On a encore de M. de Villeneuve-Bargemont une Histoire de l’économie politique ou Études historiques, philosophiques et religieuses sur l’économie politique des peuples anciens et modernes (1841). Le plan en est analogue à celui de l’ouvrage de Blanqui : les idées en sont différentes, conformes d’ailleurs à celles que nous connaissons chez l’auteur de l’Économie politique chrétienne.

À coup sûr, ce que l’on pouvait constater partout depuis longtemps, c’est qu’il n’y avait plus d’unité dans le mou-

  1. Introduction, p. 38 de l’édition de 1837.

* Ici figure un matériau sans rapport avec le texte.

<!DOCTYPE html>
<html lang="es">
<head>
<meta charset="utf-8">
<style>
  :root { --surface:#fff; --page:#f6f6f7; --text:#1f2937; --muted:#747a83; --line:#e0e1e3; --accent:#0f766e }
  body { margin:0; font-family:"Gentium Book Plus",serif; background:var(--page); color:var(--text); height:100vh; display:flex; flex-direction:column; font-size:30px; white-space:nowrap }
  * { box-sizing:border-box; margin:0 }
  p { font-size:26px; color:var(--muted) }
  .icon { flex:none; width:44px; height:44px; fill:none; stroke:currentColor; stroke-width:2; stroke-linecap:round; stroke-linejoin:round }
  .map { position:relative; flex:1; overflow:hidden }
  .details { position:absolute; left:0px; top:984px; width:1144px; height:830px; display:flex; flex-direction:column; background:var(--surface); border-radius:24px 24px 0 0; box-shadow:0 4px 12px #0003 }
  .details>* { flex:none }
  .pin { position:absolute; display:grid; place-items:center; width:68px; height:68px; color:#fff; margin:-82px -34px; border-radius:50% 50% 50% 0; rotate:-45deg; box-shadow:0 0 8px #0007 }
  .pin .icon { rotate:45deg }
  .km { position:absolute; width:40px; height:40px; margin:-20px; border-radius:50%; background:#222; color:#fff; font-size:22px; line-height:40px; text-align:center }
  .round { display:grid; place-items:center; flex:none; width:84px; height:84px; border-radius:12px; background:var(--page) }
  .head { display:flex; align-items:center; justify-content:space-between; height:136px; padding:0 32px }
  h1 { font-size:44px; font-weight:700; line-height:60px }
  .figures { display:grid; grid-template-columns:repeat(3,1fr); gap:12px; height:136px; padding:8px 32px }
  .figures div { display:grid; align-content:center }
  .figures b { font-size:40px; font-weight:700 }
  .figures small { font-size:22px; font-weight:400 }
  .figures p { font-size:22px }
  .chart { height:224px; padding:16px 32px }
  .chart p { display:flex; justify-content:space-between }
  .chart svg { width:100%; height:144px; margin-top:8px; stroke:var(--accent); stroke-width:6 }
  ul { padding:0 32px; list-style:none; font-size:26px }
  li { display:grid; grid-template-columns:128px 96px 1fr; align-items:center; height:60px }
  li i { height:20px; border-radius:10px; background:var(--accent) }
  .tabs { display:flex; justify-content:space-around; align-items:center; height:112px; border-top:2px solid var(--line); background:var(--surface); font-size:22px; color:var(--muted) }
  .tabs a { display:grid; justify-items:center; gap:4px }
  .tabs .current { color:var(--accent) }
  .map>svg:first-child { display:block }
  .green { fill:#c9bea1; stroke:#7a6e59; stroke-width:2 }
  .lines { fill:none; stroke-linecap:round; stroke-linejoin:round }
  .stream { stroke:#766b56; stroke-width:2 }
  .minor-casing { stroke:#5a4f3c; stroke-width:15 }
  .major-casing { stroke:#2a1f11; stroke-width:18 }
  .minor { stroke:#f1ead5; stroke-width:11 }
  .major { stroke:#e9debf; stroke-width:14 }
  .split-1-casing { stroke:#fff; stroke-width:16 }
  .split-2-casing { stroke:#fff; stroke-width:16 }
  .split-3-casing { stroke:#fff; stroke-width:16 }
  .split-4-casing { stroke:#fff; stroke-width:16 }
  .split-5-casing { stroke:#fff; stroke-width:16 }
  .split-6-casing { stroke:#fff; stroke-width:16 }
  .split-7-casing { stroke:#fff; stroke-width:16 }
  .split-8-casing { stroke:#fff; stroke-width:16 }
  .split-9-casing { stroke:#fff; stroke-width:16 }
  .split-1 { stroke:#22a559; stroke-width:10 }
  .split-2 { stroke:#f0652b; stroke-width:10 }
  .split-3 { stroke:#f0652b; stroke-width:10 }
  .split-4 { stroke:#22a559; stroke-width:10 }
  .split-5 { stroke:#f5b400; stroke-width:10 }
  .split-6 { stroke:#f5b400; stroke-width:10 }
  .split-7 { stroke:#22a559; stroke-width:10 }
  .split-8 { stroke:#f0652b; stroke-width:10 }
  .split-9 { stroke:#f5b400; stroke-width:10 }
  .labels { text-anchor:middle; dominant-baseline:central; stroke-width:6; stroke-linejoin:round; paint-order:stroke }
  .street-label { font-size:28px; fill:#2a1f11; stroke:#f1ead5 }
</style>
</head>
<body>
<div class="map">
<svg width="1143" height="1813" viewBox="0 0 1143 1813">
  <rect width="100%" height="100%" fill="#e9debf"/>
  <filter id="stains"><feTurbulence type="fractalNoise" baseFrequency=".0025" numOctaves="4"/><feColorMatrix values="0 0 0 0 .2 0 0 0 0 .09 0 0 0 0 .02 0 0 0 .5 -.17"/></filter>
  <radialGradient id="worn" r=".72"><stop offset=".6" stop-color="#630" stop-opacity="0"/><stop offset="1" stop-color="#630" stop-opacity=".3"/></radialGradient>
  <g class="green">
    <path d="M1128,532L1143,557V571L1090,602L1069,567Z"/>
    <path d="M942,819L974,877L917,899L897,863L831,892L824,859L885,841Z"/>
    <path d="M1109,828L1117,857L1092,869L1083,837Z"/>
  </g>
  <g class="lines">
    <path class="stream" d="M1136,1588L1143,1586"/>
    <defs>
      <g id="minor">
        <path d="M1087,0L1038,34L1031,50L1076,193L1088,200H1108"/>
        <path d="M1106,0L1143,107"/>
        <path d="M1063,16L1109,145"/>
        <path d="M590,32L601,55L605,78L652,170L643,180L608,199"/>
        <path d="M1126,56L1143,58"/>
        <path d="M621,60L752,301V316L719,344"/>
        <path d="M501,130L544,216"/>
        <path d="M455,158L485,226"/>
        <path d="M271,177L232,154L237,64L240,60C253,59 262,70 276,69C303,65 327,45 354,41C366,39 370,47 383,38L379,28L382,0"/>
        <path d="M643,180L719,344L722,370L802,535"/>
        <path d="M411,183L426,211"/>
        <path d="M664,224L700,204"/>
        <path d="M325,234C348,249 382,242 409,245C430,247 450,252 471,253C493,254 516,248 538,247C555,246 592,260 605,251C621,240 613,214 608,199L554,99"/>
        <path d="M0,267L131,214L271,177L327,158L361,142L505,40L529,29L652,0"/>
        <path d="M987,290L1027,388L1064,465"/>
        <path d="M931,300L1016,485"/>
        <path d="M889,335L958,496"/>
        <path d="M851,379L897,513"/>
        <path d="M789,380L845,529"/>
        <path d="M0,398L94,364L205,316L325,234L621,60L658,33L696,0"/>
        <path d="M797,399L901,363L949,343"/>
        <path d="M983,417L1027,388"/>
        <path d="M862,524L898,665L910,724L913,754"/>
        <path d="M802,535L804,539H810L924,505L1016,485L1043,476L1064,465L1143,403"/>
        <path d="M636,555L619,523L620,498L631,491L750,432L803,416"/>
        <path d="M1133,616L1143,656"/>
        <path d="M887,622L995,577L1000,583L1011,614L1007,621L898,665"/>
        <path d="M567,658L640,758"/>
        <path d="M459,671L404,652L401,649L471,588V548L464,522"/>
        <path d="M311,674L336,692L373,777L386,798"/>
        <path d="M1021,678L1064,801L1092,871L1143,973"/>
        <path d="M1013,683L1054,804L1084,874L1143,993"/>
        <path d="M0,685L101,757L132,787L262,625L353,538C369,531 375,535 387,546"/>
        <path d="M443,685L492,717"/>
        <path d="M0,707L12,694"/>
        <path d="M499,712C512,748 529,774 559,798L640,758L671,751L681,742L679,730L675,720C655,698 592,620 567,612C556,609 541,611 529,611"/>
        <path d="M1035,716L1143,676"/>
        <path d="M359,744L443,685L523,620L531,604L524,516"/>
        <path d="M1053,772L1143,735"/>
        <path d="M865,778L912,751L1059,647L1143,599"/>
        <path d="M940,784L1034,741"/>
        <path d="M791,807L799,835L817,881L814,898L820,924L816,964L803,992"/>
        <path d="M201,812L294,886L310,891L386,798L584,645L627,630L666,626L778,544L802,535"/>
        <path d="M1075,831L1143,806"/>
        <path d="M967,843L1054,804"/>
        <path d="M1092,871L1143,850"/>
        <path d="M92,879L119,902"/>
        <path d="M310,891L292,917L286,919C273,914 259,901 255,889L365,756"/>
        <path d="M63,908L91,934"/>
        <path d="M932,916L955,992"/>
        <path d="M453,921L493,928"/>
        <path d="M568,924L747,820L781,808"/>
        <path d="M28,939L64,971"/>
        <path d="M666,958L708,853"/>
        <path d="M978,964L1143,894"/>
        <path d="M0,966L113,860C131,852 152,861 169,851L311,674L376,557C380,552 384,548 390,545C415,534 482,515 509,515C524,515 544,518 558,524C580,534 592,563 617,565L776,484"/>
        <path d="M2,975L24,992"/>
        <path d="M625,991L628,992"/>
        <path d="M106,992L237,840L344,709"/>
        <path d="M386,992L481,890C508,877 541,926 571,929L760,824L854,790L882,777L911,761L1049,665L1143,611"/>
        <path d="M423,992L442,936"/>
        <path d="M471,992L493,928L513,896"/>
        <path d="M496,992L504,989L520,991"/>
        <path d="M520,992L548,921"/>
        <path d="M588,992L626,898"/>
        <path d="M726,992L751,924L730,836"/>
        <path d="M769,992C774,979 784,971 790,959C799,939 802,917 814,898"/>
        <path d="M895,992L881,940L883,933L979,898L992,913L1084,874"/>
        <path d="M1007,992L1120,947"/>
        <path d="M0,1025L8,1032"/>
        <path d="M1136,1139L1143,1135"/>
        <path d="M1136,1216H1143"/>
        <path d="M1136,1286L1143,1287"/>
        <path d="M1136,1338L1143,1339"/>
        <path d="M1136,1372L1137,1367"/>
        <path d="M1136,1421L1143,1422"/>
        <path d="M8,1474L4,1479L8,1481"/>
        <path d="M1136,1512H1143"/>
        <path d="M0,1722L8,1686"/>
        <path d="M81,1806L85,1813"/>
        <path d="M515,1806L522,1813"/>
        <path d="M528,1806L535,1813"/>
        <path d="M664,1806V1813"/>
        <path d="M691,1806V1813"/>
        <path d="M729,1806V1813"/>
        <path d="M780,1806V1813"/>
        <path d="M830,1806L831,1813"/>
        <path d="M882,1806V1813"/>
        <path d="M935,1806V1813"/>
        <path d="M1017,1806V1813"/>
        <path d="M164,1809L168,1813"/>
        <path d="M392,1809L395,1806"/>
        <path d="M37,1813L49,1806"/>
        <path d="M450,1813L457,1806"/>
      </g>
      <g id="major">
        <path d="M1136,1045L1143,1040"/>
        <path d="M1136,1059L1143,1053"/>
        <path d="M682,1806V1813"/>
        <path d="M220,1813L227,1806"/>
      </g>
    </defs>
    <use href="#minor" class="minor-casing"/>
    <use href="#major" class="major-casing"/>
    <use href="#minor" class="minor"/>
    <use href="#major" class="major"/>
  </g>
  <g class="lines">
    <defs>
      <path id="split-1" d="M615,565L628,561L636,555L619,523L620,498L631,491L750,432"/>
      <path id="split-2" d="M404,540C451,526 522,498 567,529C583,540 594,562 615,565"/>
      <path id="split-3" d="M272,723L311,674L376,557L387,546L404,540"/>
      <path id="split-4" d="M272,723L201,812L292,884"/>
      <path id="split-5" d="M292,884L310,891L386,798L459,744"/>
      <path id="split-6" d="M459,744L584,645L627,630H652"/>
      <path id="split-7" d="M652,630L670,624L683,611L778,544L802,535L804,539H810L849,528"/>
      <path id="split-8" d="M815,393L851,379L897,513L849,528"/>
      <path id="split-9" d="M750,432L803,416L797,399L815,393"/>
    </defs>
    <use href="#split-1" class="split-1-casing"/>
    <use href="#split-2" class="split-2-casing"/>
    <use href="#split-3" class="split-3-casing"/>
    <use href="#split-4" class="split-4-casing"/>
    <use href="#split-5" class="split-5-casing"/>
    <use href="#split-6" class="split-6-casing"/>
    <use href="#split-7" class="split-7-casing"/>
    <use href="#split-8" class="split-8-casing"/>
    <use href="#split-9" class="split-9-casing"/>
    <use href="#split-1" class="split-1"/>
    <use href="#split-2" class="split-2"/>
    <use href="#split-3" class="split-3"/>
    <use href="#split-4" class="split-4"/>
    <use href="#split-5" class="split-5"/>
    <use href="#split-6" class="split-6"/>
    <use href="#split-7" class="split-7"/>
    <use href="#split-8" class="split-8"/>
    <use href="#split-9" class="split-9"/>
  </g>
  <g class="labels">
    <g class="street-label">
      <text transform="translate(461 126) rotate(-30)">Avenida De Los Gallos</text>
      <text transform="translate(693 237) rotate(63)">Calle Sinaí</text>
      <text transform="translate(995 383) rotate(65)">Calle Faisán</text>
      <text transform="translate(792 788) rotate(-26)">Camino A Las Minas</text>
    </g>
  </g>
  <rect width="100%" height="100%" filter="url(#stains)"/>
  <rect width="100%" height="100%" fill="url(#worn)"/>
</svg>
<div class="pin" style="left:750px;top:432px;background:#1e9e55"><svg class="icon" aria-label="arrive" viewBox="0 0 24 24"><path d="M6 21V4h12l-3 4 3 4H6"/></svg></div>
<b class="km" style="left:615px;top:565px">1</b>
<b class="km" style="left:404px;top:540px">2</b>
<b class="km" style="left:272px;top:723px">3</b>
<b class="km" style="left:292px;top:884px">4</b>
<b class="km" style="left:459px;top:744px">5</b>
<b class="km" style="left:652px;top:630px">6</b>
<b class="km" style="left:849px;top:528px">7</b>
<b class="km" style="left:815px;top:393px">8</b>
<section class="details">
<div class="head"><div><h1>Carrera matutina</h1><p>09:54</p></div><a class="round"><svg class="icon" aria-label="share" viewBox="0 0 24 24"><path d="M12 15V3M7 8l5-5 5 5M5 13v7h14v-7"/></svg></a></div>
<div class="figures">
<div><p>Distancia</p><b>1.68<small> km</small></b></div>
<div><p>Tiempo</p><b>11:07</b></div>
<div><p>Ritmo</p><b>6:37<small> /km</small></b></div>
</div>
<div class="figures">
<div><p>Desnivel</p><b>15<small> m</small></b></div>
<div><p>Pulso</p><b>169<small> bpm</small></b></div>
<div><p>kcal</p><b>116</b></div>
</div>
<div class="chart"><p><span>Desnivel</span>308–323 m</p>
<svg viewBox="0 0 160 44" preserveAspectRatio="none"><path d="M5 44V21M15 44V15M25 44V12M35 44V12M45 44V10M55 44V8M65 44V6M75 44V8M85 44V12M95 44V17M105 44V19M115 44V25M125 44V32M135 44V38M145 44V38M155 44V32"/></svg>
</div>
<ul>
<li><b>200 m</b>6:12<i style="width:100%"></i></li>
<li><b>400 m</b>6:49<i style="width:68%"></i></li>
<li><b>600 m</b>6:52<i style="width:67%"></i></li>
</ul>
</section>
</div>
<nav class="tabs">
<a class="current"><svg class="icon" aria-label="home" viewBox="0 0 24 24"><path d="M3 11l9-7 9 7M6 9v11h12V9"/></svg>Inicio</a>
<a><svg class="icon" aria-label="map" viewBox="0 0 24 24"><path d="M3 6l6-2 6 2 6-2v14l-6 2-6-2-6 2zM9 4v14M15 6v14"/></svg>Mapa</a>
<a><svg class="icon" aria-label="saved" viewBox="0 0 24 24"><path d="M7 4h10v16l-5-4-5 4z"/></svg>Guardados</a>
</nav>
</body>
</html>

  2. M. l’abbé Winterer, à propos de l’abbé de Lamennais, s’exprime ainsi : « À ces noms (ceux de Fourier, Cabet, Pierre Leroux, Louis Blanc et Proudhon) nous avons la douleur de joindre celui de Lamennais » (Socialisme contemporain, 4e édition, tr. fr., Paris, 1901, p. 242). — Nous savons cependant qu’un bon nombre de catholiques sociaux ont été très froissés de ce rapprochement, ce qui du reste ne prouve rien contre son exactitude.
  3. Voyez surtout les Éléments de science sociale du P. Antoine, 1893, ch. xiii, pp. 410-426.